The Thunder is not a team that relies solely on its running game -- it ranked second in the league in half-court efficiency (per Synergy Sports) -- but its uptempo attack is a juggernaut that feeds the rest of its offense. Scoring a combined 23 transition points over the past two games, OKC has failed to eclipse the 100-point mark for the first time in back-to-back games since Games 2 and 3 of its conference semifinal series with the Lakers.
Miami, in that span, has turned them over 25 times, scoring 29 transition points off of those turnovers. But why and how? Isn't OKC's offense supposed to be unstoppable?
With big time shooters like Durant and James Harden, OKC is a lethal cover from the perimeter, but as one of the best and most efficient paint teams in the NBA over the past two seasons, it loves to get in the lane. Erik Spoelstra and the Heat have taken away that painted area and forced the Thunder into jump shots. In Game 3, the Thunder shot a mere 13-27 at the rim, according to Hoopdata.com. The result has been challenged attempts in the lane and shockingly sound defense by Miami's mercurial big man, Chris Bosh. The maligned power forward had a timely block of a Durant drive late in the fourth quarter of Game 4 and has played terrific interior defense for most of the series thus far, limiting Kendrick Perkins and Serge Ibaka for the better part of three games.
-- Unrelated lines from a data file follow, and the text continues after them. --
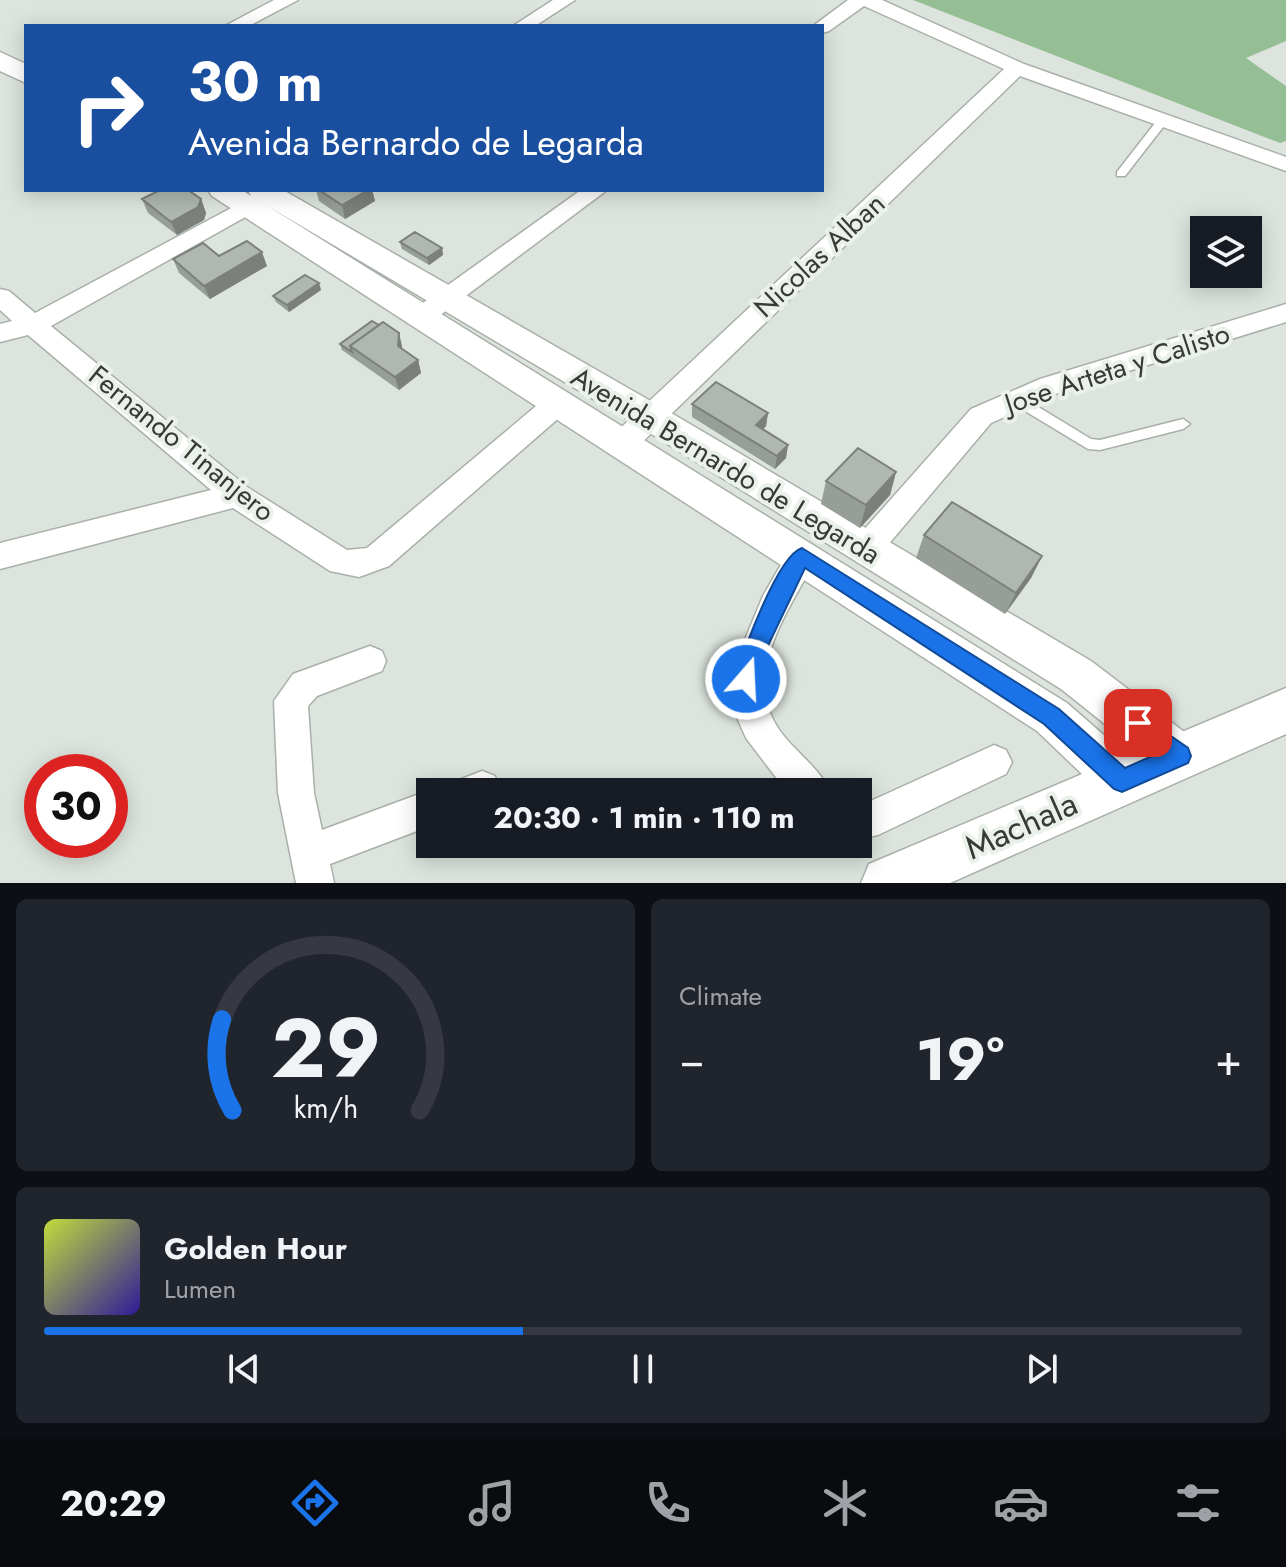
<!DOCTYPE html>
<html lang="en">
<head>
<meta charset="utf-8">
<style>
	body { margin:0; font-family:Jost,sans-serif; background:#20242c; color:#f1f3f6; height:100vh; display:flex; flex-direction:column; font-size:30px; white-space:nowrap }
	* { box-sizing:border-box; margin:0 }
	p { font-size:26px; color:#9ea1a6 }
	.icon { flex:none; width:44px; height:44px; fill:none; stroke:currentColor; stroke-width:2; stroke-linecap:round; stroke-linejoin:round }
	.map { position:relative; height:883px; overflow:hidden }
	.sheet { display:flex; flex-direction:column; gap:16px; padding:16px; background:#0d0f14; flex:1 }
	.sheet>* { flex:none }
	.top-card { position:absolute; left:24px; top:24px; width:800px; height:168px; border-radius:0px; box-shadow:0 4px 20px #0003; background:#1a4fa0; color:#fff; overflow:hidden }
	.buttons { position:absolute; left:1190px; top:216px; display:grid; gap:16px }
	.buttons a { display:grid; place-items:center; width:72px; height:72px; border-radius:0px; background:#171b24; box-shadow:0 4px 20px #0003; font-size:40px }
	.speed { position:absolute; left:24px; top:754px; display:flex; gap:16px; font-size:40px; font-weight:700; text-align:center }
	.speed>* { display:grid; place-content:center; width:104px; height:104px; border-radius:50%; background:#171b24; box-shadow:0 4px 20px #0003; line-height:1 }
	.speed .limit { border:12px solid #d22; background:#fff; color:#111 }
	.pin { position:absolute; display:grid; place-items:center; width:68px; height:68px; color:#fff; margin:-34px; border-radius:16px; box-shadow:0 4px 12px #0006 }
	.me { position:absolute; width:88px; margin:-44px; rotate:19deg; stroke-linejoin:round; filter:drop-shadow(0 0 6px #0008) }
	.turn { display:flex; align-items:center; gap:28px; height:168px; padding:0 32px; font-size:36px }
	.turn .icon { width:104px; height:104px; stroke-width:2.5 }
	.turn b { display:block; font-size:56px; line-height:68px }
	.big { font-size:60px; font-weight:700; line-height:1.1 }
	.sheet .tile { flex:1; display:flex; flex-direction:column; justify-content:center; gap:12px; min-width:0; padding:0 28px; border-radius:12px; background:#20242c }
	.sheet .dial { align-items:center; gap:0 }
	.dial svg { height:208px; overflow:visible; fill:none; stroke:#363941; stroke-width:7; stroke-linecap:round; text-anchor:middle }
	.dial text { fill:#f1f3f6; stroke:none }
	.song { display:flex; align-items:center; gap:24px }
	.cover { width:96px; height:96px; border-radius:12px; background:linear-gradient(135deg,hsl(70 70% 55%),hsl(250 70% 35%)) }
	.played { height:8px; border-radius:4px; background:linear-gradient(90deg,#1a73e8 40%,#363941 40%) }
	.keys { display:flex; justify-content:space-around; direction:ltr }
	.heat { display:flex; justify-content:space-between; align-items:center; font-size:44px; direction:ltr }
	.sheet .tiles { flex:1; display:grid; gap:16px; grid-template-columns:1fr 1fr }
	.tile:last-child { grid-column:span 2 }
	.trip { position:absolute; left:416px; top:778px; width:456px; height:80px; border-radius:0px; background:#171b24; box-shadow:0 4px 20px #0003; font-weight:700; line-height:80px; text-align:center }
	.menu { display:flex; height:128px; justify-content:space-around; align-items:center; background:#090b0e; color:#9ea1a6 }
	.menu .icon { width:56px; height:56px }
	.menu .on { color:#1a73e8 }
	.menu b { font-size:36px; color:#f1f3f6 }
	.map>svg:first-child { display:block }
</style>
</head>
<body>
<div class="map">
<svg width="1286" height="883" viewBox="0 0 1286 883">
	<rect width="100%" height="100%" fill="#dde4dd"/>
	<!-- green -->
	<path fill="#95be94" d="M913,0H1286V41L1246,58L1286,86V141L1280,143Z"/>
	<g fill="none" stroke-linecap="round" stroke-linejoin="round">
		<!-- service casing -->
		<g stroke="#a9b0a9" stroke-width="3">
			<path id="service" d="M1163,117L1167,118V122L1125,176H1117V172L1159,118Z
				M1015,393L1091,439L1100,440L1183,419L1190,424L1183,429L1100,450L1088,449L1010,402L1008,398L1010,394Z"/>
		</g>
		<!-- minor casing -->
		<g stroke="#a9b0a9" stroke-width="3">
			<path id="minor" d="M274,0H298L249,26H225Z
				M553,0H575L535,26H513Z
				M848,0H882L1024,64L1286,157V171L1020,76L632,452L622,455L612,452L608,444L612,436L1004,69L864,6L829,31L822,33V26H813Z
				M581,190H607L431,322H413L409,316L413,310Z
				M248,199L259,206L256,211L51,326L247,487L347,550L367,548L548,396L558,393L568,396L572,403L568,410L389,566L359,577L330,571L233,508L0,569V543L211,490L28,335L0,342V324L12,321L0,310V289L9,291L35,313Z
				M1286,304V322L1058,393L991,423L876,559L865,563L854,559L850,550L854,541L971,409L1040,379Z
				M802,543L813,547L817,556C791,609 739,673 780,731C795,752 820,768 830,792H787L746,738L734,711L729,678L763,596L791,547Z
				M370,646L382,651L386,661L382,671L317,696L308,706L314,793L322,830L430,790L434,792H430V826L330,864L334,883H296L278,793L274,701L293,674Z
				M994,745L1006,750L1012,762L1006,774L878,835L858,839V803L864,804Z
				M482,771L495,776L498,792H454L459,780Z"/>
		</g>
		<!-- tertiary casing -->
		<g stroke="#a9b0a9" stroke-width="3">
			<path id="tertiary" d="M0,52L26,64V83L0,71Z
				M208,190H242L251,196L248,190H283L661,407L1091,661L1196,741L1202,756L1196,771L1180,777L1164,771L1061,689L637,425L266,205L1067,703L1138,765L1145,781L1138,797L1122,803L1106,797L1037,731L212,196Z"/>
		</g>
		<!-- secondary casing -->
		<g stroke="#a9b0a9" stroke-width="3">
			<path id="secondary" d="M1286,688V734L950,883H861L869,864Z"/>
		</g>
		<!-- service -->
		<use href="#service" fill="#fff" fill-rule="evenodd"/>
		<!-- minor -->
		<use href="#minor" fill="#fff" fill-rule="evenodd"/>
		<!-- tertiary -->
		<use href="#tertiary" fill="#fff" fill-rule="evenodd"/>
		<!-- secondary -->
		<use href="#secondary" fill="#fff" fill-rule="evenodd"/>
	</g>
	<!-- wall -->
	<path fill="#979d97" d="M316,190H372L375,201L345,219L319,201Z
		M142,199H201L206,213L204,220L177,235L148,213Z
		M400,242L442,248L443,255L429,265L402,249Z
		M219,256L267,266L210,299L179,273L173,259Z
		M319,283L321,290L289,312L276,302L273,296Z
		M340,344L402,346V349L418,360L421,373L399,390L342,350Z
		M692,404L768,413L766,426L763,430L788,445L786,458L775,469L692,417Z
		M896,472L890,495L860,528L821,504L826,481Z
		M924,535L1042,556L1031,578L1005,614L916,558Z"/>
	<!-- shaded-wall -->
	<path fill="#7b807b" d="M368,190H372L375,201L345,219L342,205Z
		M201,199L206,213L204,220L177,235L171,222Z
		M442,248L443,255L429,265L427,258Z
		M262,252L267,266L210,299L204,286Z
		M319,283L321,290L289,312L287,305Z
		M399,333L402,346L401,360L398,346Z
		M418,360L421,373L399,390L395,377Z
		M768,413L766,426L754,438L756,425Z
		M788,445L786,458L775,469L777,456Z
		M896,472L890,495L860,528L866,505Z
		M1042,556L1031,578L1005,614L1016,593Z"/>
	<!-- building -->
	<path fill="#b0b7b0" stroke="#7b807b" stroke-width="2" d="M160,190H188L201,199L198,207L171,222L142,199Z
		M319,190H368L342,205Z
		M415,232L442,248L427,258L400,242Z
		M247,241L262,252L204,286L173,259L203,243L219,256Z
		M305,275L319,283L287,305L273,296Z
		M372,321L379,325L350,346L352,352L340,344Z
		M383,322L399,333L398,346L418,360L395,377L350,346Z
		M716,382L768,413L756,425L788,445L777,456L692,404Z
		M858,448L896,472L866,505L826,481Z
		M952,502L1042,556L1016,593L924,535Z"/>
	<!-- route -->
	<path fill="#1a73e8" stroke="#114b97" stroke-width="2" d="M802,548L1059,709L1125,768L1159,753L1130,731L1127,723L1130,716L1138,713L1188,748L1191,756L1188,763L1122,792L1114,789L1044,724L805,568L764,654L753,686L746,689L738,686L735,679C743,653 777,556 802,548Z"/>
	<g text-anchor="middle" stroke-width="8" stroke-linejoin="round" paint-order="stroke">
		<!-- street labels -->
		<g font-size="28" fill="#373a37" stroke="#eaf1ea">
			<text transform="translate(819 255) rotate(-43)" y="10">Nicolas Alban</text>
			<text transform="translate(1117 368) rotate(-18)" y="10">Jose Arteta y Calisto</text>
			<text transform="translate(182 443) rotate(39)" y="10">Fernando Tinanjero</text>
			<text transform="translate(726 465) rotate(31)" y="10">Avenida Bernardo de Legarda</text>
		</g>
		<!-- near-street labels -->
		<g font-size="34" fill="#373a37" stroke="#eaf1ea">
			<text transform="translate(1021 825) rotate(-24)" y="12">Machala</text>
		</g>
	</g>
</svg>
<div class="buttons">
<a><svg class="icon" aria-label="layers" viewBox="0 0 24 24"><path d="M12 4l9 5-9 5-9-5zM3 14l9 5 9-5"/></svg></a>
</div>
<div class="speed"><div class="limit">30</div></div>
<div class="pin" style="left:1138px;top:723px;background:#d93025"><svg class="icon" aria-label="arrive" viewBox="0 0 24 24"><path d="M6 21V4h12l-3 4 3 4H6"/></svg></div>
<svg class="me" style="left:746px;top:679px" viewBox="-20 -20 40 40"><circle r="17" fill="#1a73e8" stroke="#fff" stroke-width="3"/><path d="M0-11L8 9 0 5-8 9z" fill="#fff"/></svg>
<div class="trip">20:30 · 1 min · 110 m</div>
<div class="top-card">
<div class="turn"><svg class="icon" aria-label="right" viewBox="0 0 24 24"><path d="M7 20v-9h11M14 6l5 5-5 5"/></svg><div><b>30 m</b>Avenida Bernardo de Legarda</div></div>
</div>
</div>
<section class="sheet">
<div class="tiles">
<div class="tile dial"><svg viewBox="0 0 100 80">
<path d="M14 69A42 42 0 1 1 86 69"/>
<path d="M14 69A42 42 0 0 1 10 34" stroke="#1a73e8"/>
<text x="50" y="56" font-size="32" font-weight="700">29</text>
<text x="50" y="72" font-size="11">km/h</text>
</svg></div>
<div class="tile"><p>Climate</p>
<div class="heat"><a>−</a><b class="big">19°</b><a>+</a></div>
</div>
<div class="tile">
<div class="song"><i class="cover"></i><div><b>Golden Hour</b><p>Lumen</p></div></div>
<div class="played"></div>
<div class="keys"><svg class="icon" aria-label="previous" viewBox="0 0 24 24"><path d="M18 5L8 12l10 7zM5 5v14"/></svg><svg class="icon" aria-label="pause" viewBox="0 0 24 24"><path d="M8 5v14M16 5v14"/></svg><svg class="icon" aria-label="next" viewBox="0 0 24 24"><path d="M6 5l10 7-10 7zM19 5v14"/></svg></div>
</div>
</div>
</section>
<nav class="menu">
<b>20:29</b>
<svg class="icon on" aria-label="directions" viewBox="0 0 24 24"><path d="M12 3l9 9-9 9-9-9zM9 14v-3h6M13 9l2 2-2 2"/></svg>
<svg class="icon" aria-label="music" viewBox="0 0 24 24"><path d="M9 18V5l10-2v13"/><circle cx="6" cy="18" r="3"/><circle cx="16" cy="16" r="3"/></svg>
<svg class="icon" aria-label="phone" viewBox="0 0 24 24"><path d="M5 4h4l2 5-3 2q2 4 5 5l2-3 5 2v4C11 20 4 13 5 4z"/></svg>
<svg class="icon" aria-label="climate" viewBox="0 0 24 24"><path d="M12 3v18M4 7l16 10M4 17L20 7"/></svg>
<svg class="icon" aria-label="car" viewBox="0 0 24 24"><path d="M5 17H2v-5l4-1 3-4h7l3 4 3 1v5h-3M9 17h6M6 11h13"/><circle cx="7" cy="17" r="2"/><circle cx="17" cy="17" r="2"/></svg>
<svg class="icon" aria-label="filters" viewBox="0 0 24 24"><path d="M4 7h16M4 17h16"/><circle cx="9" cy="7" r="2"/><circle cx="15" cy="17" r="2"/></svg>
</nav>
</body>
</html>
But particularly without Harden's normal infusion of scoring, the Thunder becomes a wildly predicable offense. The league's Sixth Man of the Year is averaging just 14.2 points per 36 minutes on a 52.8 True Shooting Percentage, down from his 19.0 points per 66.0 minute average in the regular season. With Dwyane Wade and Shane Battier covering him, he hasn't been able to shake free into the lane in isolation or in pick-and-roll scenarios, having absolutely destroyed San Antonio with the latter.
"He's their most efficient player when you let him get to his whole package," Battier said. "We just have to keep making him work. Keep him off the foul line and try to keep running him off the 3-point line."
That philosophy may seem overly simplified, but thus far it has worked perfectly. And over the past two games, so has Miami's entire schematic game plan on the defensive end. The bottom line is that Scott Brooks and company had better figure out the jigsaw soon, or the Thunder will be in danger of not playing at home again this season.